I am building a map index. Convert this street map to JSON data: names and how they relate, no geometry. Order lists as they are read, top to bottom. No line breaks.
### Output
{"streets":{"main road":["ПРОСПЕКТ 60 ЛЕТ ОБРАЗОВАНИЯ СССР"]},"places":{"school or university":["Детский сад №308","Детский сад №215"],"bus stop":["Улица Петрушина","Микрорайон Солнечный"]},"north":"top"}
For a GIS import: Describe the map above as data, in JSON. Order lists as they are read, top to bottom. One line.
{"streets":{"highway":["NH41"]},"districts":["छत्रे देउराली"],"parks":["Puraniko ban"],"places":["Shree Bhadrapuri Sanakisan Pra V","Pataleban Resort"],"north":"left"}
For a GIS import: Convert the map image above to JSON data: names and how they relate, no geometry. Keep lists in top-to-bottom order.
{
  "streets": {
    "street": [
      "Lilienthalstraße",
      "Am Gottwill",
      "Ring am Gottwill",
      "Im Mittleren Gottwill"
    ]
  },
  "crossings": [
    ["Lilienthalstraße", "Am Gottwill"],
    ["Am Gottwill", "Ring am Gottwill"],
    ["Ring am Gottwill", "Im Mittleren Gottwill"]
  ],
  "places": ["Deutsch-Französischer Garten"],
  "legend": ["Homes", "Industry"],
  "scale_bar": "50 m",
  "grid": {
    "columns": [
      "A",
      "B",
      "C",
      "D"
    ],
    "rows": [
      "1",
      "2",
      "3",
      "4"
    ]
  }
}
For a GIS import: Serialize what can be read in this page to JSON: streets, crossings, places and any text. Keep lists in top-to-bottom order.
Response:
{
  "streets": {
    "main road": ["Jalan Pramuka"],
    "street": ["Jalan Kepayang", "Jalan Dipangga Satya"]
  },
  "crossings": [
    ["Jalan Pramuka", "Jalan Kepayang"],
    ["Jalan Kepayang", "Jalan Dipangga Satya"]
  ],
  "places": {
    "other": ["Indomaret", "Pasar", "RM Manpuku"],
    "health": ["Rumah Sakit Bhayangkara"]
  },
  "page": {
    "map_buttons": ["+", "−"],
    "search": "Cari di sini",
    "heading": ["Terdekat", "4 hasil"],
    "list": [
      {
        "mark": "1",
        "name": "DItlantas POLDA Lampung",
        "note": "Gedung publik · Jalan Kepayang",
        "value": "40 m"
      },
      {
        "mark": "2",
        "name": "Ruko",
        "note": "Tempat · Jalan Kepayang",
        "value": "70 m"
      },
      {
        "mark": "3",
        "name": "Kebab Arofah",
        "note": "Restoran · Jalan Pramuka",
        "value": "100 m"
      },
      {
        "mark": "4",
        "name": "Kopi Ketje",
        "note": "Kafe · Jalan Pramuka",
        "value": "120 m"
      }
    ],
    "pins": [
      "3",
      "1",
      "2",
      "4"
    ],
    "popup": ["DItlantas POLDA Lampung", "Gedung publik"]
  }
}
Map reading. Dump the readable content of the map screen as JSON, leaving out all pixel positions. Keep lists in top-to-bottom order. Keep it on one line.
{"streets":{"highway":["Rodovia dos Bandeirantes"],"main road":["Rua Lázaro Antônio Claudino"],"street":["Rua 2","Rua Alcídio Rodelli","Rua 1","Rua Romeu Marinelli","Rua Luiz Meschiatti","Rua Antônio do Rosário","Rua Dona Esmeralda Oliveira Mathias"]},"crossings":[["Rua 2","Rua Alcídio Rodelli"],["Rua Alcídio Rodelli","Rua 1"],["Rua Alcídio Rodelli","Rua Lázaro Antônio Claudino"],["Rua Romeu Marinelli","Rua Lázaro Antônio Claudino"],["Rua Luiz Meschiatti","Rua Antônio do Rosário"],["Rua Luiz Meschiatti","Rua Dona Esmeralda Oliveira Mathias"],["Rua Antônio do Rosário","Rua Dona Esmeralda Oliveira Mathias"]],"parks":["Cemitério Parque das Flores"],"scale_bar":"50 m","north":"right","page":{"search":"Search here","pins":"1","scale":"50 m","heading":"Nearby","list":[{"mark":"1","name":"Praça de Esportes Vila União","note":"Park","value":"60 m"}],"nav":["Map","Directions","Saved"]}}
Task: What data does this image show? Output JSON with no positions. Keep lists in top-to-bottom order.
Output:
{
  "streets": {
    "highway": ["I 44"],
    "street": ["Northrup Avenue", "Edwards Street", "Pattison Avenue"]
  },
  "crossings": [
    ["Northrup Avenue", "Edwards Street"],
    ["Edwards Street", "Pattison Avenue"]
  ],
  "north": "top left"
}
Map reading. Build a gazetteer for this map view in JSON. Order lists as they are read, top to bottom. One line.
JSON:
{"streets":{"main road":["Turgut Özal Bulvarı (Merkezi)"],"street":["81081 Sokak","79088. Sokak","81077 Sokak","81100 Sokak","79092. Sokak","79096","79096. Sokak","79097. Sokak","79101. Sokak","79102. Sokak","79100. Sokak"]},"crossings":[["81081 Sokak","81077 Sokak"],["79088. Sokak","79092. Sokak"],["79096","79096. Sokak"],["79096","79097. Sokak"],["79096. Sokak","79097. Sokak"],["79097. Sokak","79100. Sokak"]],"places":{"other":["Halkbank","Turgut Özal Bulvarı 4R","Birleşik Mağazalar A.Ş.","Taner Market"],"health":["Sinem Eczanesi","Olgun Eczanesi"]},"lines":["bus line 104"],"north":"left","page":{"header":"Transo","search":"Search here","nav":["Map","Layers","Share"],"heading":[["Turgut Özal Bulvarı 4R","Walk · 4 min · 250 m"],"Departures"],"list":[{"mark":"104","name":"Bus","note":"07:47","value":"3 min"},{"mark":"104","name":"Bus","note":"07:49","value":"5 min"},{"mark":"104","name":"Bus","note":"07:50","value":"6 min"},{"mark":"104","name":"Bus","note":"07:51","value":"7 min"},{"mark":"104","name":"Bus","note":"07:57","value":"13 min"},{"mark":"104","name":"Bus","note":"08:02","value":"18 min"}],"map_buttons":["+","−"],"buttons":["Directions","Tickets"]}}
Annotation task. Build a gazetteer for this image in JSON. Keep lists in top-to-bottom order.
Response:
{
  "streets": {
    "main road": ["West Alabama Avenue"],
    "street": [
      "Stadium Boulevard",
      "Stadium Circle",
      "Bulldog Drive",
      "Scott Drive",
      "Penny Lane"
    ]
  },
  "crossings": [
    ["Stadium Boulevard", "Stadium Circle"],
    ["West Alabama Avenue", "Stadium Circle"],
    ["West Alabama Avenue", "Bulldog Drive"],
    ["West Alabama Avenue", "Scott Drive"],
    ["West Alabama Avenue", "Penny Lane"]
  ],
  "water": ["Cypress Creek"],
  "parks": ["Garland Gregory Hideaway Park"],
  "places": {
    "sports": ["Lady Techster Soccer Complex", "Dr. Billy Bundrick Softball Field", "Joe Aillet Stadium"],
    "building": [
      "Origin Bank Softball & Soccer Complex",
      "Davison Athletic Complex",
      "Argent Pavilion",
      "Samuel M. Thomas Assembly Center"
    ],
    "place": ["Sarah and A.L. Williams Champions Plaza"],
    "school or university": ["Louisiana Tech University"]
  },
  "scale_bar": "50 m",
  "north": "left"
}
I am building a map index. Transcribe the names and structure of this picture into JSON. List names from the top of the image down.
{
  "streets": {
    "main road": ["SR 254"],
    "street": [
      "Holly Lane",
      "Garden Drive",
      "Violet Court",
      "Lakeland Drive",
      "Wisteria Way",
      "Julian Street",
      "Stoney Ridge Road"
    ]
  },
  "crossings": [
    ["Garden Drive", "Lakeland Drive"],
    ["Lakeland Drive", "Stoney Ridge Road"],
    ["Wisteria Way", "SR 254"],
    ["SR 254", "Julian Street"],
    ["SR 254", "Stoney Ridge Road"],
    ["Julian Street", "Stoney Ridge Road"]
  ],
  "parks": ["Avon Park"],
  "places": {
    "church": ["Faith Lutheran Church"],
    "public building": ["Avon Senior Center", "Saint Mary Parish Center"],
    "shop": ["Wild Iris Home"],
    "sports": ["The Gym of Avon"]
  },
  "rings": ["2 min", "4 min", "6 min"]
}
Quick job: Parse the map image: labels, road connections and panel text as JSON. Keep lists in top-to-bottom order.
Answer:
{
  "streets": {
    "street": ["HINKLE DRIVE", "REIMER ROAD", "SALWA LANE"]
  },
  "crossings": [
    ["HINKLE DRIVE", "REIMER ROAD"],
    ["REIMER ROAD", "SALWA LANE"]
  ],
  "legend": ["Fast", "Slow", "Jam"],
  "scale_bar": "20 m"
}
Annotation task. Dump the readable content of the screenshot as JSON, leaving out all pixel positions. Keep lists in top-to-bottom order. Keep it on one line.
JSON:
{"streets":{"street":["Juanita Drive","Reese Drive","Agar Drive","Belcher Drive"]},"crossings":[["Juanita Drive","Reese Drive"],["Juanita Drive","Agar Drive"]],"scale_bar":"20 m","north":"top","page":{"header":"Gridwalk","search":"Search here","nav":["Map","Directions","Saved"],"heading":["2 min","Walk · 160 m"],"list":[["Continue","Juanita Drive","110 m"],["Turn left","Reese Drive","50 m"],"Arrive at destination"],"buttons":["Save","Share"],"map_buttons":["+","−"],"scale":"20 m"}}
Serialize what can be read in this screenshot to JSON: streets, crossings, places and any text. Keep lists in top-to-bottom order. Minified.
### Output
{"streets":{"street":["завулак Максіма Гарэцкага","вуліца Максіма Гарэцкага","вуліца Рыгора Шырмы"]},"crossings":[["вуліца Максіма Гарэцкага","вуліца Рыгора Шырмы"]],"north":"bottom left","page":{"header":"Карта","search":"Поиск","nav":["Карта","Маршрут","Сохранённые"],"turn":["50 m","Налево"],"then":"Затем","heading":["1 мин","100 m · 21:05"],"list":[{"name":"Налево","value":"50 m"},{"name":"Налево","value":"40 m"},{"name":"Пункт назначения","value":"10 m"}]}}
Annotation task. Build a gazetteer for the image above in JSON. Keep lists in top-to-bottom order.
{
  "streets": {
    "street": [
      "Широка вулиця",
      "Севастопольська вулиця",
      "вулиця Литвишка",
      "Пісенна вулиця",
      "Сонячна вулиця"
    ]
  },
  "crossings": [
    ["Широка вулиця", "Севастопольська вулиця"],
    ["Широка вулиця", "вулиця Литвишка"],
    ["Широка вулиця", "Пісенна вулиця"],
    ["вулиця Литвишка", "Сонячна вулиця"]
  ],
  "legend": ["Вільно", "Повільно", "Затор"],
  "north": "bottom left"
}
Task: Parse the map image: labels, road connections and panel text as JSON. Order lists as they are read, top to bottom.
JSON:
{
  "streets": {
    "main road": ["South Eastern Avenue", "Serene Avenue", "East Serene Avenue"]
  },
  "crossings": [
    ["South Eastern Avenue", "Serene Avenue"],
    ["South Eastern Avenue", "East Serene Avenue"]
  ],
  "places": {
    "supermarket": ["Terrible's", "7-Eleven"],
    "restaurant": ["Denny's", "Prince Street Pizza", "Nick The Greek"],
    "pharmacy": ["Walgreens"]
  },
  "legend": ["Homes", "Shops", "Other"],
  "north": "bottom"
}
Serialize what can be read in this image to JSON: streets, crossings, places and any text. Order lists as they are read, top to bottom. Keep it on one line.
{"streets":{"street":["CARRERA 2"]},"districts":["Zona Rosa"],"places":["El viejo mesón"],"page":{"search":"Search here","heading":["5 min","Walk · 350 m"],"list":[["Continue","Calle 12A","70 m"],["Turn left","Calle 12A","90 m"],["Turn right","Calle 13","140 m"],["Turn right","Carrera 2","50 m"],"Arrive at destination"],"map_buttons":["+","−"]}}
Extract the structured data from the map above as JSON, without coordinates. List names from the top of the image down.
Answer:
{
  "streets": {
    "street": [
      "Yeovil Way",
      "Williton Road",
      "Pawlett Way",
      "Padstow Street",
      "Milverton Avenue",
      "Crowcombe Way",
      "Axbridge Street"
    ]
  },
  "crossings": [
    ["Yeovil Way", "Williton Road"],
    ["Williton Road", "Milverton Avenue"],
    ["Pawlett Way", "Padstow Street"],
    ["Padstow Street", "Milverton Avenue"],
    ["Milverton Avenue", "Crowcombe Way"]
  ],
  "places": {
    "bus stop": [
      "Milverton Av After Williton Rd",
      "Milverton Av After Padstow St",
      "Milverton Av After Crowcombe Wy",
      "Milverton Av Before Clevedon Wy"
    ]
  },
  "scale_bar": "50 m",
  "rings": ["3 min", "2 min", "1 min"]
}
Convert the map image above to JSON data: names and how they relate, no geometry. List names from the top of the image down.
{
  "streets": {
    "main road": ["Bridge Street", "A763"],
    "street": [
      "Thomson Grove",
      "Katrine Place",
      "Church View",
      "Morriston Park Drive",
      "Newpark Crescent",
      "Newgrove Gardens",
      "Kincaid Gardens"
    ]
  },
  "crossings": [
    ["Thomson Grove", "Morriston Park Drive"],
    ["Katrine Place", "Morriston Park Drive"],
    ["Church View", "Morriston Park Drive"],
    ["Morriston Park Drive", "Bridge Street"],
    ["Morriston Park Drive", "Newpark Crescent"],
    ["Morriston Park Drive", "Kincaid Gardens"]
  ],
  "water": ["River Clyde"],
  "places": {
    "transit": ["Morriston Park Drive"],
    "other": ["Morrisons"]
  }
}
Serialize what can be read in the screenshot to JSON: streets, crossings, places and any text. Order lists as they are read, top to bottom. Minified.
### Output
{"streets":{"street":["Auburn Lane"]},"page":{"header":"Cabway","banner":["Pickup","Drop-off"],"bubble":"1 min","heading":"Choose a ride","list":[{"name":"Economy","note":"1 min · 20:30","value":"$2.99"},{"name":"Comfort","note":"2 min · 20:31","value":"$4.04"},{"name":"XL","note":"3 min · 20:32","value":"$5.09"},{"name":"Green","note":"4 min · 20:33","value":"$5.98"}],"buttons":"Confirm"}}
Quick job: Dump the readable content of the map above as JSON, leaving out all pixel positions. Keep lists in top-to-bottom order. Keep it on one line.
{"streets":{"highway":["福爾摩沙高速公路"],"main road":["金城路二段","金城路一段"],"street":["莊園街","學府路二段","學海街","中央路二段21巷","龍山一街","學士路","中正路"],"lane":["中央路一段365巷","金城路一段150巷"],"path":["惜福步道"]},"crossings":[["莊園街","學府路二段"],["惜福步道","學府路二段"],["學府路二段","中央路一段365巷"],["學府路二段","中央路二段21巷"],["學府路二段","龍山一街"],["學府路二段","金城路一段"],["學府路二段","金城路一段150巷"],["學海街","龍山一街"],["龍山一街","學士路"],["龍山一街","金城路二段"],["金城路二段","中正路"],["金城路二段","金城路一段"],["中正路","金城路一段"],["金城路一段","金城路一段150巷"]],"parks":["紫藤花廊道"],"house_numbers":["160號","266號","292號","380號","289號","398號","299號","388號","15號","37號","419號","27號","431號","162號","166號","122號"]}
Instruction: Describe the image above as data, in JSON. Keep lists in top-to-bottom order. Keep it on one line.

^^^^^^^^^^^^^^^^

▸ **Problem to solve**: When a line in the listing includes the word "Parse", report that line in full.

▸ **Solution to this exercise**:
Quick job: Parse the map image: labels, road connections and panel text as JSON. Keep lists in top-to-bottom order.
Task: Parse the map image: labels, road connections and panel text as JSON. Order lists as they are read, top to bottom.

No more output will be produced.